Tous les soirs, sur Europe 1, le sémillant et lisse Julien Bugier reçoit un éditorialiste pour commenter l’actualité et lui décerner un coup de cœur ou un coup de griffe.
Jeudi soir, parmi les innombrables voix cathodiques que compte le PAF, à J-1 du couvre-feu, c’est à « une avocate (sic) et femme engagée » qu’Europe 1 tend le micro. Tiphaine Auzière…
Jamais, pendant la chronique de cette jeune femme blonde et masquée, la station n’a jugé bon de prévenir les auditeurs que c’est la propre belle-fille d’Emmanuel Macron qu’ils ont chargée de faire le service après-vente du couvre-feu décrété par le Président.
La radio d’Arnaud Lagardère, ami du président de la République, ne fait même plus semblant de faire du journalisme : comme si les Français, anesthésiés par la peur, étourdis d’informations contradictoires, plombés par l’ambiance anxiogène savamment entretenue par la parole gouvernementale et par les médias-pravdas, terrifiés par l’hydre covidienne et la perspective, bien plus réelle celle-là, de perdre leur gagne-pain, comme si les Français, donc, ne valaient même plus la peine que « l’on fasse semblant » de s’adresser à leur intelligence, à leur esprit critique.

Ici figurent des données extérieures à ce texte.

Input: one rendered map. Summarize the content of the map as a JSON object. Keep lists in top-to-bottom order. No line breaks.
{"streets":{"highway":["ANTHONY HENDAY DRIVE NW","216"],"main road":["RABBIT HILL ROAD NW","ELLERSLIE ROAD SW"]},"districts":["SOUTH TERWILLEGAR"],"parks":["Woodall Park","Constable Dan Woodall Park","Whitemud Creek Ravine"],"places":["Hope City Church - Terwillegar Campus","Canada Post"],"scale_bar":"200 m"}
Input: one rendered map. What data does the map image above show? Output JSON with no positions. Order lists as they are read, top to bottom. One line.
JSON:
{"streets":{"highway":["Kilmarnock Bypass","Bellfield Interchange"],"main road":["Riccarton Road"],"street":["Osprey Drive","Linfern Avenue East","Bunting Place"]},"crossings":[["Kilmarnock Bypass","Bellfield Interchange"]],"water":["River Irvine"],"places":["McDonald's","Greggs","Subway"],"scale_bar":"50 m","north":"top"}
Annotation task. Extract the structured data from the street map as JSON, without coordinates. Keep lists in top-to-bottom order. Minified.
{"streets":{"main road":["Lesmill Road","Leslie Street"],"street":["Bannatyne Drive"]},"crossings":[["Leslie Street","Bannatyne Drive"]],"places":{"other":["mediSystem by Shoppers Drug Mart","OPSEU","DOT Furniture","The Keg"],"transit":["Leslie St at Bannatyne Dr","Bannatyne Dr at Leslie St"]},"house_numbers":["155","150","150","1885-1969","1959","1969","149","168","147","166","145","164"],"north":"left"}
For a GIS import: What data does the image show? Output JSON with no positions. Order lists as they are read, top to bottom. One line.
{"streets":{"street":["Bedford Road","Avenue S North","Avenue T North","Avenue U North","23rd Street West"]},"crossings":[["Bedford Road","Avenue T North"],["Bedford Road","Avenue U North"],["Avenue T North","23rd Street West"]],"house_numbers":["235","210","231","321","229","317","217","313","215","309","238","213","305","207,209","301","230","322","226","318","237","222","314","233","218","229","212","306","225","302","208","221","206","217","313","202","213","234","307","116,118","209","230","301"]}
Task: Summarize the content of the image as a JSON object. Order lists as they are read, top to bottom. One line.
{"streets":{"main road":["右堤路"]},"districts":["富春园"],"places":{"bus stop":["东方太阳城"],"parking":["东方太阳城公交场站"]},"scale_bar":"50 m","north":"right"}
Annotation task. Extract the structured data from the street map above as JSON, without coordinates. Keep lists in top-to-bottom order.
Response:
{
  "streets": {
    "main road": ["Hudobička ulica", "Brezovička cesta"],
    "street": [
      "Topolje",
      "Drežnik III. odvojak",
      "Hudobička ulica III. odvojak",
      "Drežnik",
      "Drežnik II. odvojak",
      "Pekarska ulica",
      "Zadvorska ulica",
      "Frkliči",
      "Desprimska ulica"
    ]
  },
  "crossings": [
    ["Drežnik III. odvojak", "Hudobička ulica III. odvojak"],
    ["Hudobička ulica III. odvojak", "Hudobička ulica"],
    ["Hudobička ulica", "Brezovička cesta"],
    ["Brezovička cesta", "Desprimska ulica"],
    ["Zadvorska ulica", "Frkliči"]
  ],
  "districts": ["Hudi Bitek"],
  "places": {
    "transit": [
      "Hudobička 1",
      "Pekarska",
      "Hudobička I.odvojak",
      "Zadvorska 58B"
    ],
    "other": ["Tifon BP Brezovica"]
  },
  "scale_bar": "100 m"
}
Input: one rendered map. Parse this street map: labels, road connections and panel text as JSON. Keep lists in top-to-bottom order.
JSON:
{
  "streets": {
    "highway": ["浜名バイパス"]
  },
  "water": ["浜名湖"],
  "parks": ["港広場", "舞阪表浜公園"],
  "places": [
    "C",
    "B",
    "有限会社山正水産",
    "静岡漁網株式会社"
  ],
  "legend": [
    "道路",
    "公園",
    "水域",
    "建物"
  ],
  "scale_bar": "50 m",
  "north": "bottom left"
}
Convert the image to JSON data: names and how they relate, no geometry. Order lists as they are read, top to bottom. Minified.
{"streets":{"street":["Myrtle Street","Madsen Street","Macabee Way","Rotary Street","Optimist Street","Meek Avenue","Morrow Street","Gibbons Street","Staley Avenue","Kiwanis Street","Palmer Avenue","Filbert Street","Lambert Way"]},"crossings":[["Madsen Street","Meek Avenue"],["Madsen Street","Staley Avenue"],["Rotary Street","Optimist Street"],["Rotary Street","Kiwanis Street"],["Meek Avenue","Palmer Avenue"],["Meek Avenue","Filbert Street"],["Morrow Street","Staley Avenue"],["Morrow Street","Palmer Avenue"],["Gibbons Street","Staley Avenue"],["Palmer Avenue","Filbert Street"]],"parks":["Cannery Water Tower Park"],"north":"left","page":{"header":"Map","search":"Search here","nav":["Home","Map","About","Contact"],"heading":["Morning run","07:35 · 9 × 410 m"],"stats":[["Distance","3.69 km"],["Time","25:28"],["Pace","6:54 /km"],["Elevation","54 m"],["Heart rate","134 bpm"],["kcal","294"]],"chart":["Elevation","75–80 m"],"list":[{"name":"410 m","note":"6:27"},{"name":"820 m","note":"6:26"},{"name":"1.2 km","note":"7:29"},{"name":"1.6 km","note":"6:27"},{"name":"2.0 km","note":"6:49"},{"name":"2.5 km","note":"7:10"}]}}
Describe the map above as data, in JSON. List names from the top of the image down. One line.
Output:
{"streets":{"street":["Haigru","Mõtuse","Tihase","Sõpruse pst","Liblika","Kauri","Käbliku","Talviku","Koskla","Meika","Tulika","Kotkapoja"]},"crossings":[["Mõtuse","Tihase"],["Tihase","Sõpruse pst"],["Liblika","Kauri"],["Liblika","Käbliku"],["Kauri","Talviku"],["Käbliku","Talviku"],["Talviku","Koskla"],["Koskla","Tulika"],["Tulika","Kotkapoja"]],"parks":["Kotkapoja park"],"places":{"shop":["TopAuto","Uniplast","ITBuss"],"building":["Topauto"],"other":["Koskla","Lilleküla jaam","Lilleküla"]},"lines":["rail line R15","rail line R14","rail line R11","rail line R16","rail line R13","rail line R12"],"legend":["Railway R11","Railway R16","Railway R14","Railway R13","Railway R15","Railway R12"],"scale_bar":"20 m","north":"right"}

Le ridicule et la vanité s’ajoutent à l’arrogance et au mépris.
Le cercle du pouvoir occupe tous les espaces médiatiques d’expression – ou presque ; il paraît d’ailleurs, que les bonnes audiences de CNews préoccupent l’Élysée -, le cercle kafkaïen dans lequel sont confinés les Français se dédouble dans une sorte de mise en abyme digne des meilleures scènes du Truman Show.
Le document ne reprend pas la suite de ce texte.